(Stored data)
== == ==

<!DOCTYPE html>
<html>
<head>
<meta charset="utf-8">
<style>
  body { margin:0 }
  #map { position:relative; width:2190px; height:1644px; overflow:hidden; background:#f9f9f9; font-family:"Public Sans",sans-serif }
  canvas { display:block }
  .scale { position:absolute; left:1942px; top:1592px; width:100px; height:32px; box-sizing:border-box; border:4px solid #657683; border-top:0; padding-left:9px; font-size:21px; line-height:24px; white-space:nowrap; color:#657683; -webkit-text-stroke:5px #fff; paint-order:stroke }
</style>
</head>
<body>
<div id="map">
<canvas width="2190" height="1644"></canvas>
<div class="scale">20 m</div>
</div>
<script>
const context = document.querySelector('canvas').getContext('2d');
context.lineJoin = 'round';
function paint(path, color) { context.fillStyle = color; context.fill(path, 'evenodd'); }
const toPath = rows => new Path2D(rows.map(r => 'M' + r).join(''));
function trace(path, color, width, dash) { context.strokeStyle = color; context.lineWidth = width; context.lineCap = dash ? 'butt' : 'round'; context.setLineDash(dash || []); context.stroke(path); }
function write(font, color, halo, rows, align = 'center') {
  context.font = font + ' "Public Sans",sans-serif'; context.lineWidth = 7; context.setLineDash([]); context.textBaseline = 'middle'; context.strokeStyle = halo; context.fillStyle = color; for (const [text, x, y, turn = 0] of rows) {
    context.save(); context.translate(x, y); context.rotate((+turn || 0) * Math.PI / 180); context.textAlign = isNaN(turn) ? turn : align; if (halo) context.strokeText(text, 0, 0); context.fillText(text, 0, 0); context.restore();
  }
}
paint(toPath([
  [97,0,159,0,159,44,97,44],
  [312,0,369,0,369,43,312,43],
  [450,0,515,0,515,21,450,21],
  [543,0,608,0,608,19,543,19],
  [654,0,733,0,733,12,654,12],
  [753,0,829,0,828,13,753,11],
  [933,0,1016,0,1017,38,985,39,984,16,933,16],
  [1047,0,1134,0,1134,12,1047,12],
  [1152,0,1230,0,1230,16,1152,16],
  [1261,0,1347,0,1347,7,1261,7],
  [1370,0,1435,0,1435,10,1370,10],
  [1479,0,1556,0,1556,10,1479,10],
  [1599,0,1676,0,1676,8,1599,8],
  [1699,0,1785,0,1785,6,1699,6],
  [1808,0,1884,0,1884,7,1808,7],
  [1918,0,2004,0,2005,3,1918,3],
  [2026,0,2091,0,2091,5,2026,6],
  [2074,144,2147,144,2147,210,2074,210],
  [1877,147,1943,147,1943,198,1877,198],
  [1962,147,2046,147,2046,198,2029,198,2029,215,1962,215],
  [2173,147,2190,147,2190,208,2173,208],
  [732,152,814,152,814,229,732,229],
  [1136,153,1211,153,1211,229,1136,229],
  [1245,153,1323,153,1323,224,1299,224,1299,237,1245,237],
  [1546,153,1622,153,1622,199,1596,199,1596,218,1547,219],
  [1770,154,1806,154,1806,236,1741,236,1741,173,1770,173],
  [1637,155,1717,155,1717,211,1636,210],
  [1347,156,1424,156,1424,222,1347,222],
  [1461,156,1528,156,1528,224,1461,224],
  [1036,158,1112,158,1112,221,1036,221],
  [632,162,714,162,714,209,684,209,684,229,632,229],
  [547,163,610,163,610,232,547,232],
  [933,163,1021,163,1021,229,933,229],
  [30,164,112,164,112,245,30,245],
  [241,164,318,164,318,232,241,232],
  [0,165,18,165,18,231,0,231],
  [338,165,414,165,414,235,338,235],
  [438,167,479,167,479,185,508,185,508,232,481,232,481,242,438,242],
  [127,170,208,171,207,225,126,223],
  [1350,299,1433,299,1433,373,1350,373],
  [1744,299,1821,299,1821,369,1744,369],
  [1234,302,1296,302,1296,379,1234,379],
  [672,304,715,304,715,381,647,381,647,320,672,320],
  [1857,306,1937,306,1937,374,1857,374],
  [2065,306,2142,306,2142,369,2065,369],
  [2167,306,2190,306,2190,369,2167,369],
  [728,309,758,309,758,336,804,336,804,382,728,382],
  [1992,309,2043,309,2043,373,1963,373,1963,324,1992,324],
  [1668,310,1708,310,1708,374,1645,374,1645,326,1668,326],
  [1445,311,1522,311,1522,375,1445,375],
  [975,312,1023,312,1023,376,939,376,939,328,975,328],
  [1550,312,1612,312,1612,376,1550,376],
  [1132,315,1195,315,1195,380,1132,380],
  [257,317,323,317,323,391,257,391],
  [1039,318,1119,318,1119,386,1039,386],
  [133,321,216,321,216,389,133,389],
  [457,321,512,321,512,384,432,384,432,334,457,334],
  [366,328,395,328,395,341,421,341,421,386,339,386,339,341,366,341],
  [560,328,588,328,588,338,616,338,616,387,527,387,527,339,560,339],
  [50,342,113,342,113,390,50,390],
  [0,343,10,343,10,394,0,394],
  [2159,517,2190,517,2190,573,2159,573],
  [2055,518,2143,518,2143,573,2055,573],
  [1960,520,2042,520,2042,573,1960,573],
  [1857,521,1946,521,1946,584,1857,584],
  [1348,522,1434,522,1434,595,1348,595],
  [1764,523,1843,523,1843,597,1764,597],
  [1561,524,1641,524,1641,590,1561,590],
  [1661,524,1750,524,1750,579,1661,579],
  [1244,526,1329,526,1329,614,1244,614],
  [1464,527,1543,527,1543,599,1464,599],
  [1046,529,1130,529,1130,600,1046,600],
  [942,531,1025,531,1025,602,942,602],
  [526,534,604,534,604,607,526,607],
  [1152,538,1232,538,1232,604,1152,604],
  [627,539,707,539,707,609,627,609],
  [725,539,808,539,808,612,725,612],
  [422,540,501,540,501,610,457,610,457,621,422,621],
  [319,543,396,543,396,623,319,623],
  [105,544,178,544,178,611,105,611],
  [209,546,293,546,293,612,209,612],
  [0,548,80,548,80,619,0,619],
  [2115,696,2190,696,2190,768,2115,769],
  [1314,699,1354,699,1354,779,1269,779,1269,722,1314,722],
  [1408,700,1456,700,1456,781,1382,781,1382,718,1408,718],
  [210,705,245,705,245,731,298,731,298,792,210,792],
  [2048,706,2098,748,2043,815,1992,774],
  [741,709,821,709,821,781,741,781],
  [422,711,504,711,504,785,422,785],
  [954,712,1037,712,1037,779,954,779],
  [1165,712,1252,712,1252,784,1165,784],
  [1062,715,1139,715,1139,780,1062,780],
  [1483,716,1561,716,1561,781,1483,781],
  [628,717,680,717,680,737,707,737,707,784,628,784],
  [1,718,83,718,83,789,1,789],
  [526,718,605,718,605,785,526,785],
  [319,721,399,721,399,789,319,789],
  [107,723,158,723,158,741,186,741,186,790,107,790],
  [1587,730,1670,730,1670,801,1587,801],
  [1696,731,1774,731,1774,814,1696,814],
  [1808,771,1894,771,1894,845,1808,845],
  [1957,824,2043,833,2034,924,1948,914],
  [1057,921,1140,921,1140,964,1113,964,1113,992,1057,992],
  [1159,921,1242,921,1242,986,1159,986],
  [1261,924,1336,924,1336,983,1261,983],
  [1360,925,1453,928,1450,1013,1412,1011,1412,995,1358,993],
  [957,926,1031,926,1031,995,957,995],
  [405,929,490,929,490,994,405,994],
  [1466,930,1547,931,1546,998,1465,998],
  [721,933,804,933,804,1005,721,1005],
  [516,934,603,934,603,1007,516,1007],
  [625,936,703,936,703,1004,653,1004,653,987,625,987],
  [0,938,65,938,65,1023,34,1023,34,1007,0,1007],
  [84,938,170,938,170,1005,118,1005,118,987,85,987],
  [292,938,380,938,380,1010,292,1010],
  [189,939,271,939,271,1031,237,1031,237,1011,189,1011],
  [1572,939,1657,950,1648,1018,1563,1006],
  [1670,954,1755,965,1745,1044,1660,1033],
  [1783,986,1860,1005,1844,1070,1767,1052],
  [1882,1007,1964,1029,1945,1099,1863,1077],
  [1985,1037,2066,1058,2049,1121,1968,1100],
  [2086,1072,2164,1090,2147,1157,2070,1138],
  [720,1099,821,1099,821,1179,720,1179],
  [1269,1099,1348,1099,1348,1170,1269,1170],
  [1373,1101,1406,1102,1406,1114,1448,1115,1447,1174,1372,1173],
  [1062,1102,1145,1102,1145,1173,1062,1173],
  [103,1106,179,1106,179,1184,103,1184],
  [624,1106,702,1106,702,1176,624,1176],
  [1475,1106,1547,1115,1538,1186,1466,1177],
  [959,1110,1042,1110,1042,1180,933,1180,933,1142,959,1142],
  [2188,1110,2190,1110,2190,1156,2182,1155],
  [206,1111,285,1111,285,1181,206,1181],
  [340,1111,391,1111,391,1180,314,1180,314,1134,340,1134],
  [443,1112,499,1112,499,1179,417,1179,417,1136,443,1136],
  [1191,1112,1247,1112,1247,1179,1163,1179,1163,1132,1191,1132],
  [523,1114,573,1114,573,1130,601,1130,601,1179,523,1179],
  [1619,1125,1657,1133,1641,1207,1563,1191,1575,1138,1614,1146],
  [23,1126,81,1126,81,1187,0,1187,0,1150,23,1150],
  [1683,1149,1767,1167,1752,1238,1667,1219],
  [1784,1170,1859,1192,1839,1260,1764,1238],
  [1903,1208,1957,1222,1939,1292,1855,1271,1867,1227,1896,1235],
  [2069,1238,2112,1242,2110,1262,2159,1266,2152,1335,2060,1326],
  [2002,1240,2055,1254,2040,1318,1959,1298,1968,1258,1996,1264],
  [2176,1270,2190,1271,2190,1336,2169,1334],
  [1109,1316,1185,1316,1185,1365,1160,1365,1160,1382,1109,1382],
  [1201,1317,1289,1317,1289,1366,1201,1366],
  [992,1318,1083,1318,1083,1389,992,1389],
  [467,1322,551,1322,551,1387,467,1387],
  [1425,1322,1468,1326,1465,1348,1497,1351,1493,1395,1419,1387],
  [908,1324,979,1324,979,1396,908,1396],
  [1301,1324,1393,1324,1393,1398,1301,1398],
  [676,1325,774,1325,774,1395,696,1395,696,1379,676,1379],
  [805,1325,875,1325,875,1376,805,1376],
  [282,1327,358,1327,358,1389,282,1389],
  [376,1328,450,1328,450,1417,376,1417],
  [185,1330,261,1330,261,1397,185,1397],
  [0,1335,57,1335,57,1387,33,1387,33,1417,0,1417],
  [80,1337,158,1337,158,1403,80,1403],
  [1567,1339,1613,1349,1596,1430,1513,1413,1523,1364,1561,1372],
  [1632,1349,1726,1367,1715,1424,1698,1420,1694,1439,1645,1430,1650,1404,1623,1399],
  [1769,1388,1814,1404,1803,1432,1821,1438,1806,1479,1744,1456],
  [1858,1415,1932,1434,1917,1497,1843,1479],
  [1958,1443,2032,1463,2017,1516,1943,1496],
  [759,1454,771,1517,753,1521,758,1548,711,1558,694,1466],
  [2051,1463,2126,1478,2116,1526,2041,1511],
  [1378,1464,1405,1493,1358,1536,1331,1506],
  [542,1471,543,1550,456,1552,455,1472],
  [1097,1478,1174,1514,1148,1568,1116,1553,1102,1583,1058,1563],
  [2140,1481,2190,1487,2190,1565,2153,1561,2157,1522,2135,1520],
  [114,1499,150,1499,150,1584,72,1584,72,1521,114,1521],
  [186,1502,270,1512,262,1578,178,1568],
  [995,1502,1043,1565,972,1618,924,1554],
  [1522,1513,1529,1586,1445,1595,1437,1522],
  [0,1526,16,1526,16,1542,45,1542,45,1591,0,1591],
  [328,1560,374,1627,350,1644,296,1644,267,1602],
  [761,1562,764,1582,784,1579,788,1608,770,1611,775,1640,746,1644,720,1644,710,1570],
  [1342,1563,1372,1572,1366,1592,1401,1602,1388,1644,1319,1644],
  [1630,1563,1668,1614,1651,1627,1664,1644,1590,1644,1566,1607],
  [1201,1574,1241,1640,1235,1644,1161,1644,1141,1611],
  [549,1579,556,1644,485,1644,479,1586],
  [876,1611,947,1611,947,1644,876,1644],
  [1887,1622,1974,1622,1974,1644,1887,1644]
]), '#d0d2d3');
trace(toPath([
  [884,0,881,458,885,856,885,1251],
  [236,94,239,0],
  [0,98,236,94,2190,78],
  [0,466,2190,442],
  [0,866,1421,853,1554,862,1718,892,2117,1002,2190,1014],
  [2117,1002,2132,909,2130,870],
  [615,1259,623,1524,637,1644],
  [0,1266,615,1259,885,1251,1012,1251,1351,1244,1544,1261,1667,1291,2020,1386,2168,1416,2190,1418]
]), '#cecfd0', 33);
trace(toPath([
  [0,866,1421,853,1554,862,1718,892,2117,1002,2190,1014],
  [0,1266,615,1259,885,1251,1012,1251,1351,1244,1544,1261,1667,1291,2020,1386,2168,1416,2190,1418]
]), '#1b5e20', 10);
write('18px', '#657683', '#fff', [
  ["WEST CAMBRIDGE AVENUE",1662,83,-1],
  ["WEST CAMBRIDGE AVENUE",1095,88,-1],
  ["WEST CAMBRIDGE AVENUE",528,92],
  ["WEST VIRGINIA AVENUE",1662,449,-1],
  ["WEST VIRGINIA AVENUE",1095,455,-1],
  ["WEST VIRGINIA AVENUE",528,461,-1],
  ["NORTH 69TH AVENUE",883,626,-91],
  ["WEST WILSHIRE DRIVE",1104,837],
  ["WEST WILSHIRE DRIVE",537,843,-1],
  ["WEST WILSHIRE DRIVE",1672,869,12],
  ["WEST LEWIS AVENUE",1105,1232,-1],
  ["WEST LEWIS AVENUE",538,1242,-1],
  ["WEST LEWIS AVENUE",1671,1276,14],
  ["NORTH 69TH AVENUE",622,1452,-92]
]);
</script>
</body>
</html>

== == ==

● Task objective
Copy every line of the data that holds the string "const".

● Exercise output
const context = document.querySelector('canvas').getContext('2d');
const toPath = rows => new Path2D(rows.map(r => 'M' + r).join(''));
  context.font = font + ' "Public Sans",sans-serif'; context.lineWidth = 7; context.setLineDash([]); context.textBaseline = 'middle'; context.strokeStyle = halo; context.fillStyle = color; for (const [text, x, y, turn = 0] of rows) {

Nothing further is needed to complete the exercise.